Monday, February 22, 2010

判刑日

翘首期盼了2个多月,终于等到了这一天,今天是我们ACCA学生的判刑日,因为12月考试的成绩将于今天公布. 原本应该是14号就出成绩的,但是考虑到14号是我们的大年初一,仁慈的ACCA为了让我们安心过年,推迟了一个星期审判我们.
所有人都很紧张,考试的也好,看别人考试的也好,皇帝太监一起急.我的亲爱的们已经很多天都吃不下睡不香了,大家都是神经绷得紧紧的,好像有什么大事会一触即发一样.其实万事已成定局,现在操心也是无谓,我们目前就是像"案板上的猪肉---任人宰割",所以,放松心情,顺其自然吧.
最后,祝所有ACCA的同胞们GOOD LUCK!

Sunday, February 14, 2010

年终盘点

其实严格说起来这已经算是“年初计划”,还没赶得及做总结,虎年就已经在我还没准备好的时候来临了,没有红内裤红内衣,全靠手上一条红珊瑚手链来“抵挡”本命年的“太岁”,我坚信,I'm gonna be ok!

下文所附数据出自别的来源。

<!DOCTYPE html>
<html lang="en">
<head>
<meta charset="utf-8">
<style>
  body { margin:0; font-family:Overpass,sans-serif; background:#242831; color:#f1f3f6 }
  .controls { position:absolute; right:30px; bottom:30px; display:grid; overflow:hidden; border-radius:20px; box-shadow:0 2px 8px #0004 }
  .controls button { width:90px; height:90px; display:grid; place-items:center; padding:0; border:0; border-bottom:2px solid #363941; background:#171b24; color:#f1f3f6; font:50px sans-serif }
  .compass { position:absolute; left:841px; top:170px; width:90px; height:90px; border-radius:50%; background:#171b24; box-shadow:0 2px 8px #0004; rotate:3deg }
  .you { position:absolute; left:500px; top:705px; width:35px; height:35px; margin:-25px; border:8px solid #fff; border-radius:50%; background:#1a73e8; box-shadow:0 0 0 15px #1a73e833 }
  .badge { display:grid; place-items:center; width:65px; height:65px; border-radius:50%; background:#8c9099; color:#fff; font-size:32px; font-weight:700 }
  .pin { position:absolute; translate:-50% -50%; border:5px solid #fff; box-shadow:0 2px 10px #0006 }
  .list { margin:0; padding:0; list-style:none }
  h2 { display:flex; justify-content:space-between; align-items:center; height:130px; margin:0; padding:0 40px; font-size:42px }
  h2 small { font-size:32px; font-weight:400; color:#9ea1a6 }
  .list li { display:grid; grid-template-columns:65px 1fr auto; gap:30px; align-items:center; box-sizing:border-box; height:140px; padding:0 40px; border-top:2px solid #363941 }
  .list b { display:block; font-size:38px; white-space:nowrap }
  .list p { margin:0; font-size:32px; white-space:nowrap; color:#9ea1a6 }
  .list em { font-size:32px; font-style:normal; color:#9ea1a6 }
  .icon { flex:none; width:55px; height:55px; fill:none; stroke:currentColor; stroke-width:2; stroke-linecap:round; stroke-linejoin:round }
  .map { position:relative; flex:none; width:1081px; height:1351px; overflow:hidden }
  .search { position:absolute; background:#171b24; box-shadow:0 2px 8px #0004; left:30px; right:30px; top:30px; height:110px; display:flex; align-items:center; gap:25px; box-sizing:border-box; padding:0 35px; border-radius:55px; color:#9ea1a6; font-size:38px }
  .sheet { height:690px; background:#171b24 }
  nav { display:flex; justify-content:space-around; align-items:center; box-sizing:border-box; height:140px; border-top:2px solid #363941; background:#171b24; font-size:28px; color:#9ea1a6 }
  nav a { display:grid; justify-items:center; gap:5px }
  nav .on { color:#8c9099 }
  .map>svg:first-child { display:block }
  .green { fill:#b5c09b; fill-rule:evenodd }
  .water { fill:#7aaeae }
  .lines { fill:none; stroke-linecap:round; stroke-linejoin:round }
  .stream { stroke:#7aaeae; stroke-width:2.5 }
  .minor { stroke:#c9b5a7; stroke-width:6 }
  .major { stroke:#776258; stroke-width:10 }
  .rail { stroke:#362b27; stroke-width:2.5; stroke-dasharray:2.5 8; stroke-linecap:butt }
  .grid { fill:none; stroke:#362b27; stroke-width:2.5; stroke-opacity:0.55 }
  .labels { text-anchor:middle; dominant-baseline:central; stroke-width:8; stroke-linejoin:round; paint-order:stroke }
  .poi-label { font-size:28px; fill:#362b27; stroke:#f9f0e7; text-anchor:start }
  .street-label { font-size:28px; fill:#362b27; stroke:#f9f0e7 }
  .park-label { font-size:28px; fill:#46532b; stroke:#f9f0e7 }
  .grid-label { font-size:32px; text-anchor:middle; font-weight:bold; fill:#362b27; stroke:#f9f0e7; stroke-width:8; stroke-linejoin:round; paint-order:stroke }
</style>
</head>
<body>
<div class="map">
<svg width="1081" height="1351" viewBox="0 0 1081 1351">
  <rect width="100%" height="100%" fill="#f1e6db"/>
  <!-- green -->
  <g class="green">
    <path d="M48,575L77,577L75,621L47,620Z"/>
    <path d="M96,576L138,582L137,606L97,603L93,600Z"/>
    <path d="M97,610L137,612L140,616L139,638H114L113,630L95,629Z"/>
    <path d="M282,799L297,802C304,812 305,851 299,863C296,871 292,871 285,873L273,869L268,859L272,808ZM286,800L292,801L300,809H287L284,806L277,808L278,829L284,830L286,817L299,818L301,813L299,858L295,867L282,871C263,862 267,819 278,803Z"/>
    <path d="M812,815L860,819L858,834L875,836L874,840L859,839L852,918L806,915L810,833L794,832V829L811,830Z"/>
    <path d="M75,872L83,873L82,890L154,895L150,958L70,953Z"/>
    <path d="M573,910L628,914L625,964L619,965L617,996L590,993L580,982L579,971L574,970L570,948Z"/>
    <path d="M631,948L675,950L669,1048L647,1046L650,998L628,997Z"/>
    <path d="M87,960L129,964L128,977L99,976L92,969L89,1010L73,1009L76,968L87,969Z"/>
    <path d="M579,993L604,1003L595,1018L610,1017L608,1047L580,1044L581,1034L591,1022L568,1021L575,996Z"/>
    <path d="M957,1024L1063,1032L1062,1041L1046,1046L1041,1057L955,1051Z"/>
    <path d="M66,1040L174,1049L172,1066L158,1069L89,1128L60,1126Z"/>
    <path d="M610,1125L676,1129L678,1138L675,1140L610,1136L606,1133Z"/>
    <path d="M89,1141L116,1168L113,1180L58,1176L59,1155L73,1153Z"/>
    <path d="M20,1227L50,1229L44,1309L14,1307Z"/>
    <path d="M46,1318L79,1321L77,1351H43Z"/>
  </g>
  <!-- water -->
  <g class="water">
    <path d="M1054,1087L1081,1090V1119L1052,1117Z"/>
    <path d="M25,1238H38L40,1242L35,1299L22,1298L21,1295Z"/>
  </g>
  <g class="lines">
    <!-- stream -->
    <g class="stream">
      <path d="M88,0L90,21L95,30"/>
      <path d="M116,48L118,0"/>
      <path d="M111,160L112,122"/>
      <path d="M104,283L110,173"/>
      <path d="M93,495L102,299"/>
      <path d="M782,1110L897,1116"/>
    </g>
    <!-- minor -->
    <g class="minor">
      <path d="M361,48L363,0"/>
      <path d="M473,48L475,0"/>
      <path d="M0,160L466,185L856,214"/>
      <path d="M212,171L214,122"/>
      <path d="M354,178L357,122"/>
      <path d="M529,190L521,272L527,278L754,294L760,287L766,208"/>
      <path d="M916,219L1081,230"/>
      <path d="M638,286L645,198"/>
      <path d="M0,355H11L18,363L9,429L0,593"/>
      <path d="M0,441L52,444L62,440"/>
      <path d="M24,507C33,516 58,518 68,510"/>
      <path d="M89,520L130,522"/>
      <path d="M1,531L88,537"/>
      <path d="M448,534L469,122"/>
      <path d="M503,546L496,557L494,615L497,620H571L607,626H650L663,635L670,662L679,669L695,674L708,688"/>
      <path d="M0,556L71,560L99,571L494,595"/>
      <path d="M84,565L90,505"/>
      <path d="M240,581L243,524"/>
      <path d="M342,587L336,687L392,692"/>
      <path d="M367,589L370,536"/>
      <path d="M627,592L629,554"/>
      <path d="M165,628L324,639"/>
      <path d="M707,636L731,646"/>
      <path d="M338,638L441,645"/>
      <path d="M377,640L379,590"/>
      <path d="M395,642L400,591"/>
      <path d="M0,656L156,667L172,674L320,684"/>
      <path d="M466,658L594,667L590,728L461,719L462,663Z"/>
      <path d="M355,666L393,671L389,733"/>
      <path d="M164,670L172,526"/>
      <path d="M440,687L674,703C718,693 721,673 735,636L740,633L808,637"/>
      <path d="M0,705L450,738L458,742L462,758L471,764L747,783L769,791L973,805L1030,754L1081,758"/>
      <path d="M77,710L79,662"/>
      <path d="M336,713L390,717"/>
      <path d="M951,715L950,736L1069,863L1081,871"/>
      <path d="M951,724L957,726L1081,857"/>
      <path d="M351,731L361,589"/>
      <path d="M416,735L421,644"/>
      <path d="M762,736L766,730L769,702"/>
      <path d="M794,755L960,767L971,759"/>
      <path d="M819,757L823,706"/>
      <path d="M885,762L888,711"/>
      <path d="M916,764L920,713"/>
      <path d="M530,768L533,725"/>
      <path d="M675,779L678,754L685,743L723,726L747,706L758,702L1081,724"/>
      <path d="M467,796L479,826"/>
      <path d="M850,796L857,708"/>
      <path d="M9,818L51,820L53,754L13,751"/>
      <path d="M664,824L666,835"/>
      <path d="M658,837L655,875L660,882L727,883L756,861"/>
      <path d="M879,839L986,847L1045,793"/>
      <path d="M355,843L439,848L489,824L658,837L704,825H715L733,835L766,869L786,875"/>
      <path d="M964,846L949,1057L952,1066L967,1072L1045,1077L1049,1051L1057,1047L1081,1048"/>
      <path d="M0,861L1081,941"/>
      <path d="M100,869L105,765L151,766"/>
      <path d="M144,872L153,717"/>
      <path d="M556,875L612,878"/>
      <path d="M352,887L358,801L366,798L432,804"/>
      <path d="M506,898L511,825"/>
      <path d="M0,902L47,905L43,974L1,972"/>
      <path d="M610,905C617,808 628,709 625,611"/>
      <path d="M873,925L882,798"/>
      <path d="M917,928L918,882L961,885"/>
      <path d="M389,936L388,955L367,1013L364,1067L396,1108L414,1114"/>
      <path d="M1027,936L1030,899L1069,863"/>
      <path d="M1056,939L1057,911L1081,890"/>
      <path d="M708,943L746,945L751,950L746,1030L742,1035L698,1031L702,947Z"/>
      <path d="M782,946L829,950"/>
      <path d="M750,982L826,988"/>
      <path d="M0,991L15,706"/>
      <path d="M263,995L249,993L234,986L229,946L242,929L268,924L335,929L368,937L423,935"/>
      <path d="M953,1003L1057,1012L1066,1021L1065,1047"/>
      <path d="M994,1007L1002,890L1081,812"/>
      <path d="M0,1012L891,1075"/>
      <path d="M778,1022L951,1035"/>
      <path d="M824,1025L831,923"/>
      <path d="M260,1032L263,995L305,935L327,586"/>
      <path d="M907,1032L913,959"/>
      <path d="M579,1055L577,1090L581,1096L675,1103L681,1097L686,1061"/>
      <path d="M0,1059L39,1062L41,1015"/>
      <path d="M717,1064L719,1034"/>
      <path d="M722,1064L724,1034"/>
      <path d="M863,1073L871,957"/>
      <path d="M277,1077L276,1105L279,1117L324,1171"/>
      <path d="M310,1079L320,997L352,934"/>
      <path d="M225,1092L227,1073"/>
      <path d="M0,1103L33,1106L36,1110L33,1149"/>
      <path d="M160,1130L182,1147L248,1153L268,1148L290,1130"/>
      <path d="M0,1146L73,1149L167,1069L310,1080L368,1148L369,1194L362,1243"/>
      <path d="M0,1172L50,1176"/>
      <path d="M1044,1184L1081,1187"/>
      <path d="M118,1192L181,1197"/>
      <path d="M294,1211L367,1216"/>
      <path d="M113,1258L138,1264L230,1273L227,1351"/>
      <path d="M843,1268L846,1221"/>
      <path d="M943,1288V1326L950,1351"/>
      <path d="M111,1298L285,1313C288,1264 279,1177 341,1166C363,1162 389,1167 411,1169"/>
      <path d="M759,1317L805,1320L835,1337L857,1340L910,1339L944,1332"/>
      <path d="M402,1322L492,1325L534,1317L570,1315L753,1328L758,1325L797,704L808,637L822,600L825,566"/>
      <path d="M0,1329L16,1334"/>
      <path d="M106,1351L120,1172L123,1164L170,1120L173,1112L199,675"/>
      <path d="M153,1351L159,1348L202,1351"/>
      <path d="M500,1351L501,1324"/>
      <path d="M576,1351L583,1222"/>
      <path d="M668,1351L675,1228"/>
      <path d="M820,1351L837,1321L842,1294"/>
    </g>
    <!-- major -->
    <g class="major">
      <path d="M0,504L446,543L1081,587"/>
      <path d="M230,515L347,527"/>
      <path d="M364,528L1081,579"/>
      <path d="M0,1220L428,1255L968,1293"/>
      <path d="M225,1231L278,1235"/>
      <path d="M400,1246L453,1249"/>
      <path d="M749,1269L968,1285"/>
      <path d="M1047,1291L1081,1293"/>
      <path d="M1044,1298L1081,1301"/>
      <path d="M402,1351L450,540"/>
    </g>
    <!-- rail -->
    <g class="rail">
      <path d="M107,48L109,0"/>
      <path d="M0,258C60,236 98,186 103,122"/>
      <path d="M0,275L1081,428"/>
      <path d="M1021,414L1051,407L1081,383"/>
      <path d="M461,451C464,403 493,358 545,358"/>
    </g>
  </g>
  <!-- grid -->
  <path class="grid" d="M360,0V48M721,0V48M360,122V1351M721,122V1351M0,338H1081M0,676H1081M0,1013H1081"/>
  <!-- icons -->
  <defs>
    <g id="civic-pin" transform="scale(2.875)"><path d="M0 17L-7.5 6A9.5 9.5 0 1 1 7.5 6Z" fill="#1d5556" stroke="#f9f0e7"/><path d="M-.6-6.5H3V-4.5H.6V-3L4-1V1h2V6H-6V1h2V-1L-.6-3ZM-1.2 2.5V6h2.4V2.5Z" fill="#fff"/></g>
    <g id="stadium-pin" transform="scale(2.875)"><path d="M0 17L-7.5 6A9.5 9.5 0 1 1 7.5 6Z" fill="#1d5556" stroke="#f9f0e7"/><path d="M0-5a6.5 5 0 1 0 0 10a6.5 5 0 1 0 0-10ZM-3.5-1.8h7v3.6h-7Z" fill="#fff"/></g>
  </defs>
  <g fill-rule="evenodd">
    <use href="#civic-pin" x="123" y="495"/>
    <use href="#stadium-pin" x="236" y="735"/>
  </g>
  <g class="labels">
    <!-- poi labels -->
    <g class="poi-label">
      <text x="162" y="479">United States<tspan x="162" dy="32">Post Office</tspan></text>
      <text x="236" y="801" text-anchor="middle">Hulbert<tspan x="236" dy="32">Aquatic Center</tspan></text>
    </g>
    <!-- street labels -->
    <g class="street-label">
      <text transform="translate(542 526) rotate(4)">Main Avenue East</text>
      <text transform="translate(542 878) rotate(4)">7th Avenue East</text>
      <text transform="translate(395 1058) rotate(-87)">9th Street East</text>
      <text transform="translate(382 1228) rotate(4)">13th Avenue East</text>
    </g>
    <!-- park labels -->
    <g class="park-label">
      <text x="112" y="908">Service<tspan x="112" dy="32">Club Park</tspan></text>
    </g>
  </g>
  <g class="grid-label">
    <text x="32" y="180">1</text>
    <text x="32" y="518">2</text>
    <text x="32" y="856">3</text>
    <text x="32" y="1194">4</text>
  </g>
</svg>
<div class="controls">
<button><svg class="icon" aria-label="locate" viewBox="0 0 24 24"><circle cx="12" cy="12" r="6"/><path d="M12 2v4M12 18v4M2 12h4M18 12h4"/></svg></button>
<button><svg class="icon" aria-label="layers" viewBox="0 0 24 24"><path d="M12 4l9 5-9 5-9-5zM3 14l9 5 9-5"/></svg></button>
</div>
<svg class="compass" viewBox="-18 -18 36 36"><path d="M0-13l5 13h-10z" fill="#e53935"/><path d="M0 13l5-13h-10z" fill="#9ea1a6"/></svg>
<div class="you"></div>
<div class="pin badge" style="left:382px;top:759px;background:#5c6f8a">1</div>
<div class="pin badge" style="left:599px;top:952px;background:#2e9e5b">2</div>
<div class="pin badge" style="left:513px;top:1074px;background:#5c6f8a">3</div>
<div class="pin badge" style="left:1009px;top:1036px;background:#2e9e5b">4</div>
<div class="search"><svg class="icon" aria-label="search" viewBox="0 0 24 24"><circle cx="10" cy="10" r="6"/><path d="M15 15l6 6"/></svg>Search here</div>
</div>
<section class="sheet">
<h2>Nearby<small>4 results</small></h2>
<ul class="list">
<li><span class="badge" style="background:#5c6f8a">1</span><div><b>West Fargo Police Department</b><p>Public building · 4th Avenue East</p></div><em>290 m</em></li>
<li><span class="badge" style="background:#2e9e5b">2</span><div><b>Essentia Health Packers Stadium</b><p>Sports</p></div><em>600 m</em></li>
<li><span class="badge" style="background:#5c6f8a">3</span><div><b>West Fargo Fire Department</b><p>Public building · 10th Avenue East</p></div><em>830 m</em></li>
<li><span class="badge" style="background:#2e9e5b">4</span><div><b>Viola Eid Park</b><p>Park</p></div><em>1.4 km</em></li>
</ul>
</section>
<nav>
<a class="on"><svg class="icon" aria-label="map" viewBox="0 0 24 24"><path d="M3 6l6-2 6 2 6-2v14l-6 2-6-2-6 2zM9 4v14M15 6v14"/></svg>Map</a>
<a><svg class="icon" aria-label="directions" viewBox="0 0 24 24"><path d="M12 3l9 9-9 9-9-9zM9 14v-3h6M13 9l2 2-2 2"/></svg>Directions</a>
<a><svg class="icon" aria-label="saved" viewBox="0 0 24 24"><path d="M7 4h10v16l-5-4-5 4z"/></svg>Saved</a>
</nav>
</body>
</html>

金牛年全球股市一点都不牛,马来西亚也受到严重的冲击,身为平民百姓都会感觉到金融危机的影响,全世界在失业率暴涨的艰难中熬过了一年,而我却在浑浑噩噩又充实忙碌中度过了一年,不知道收获如何,等22号才可以下定论,相信应该是个丰收年。

金虎年来到,不知道等待我们的是什么,Yesterday is history, tomorrow is mystery, today is gift。把握眼前的gift,纵然梦想很丰满,现实很骨感,但是最重要的是心中要有信念,当你相信你可以的时候,你就一定行!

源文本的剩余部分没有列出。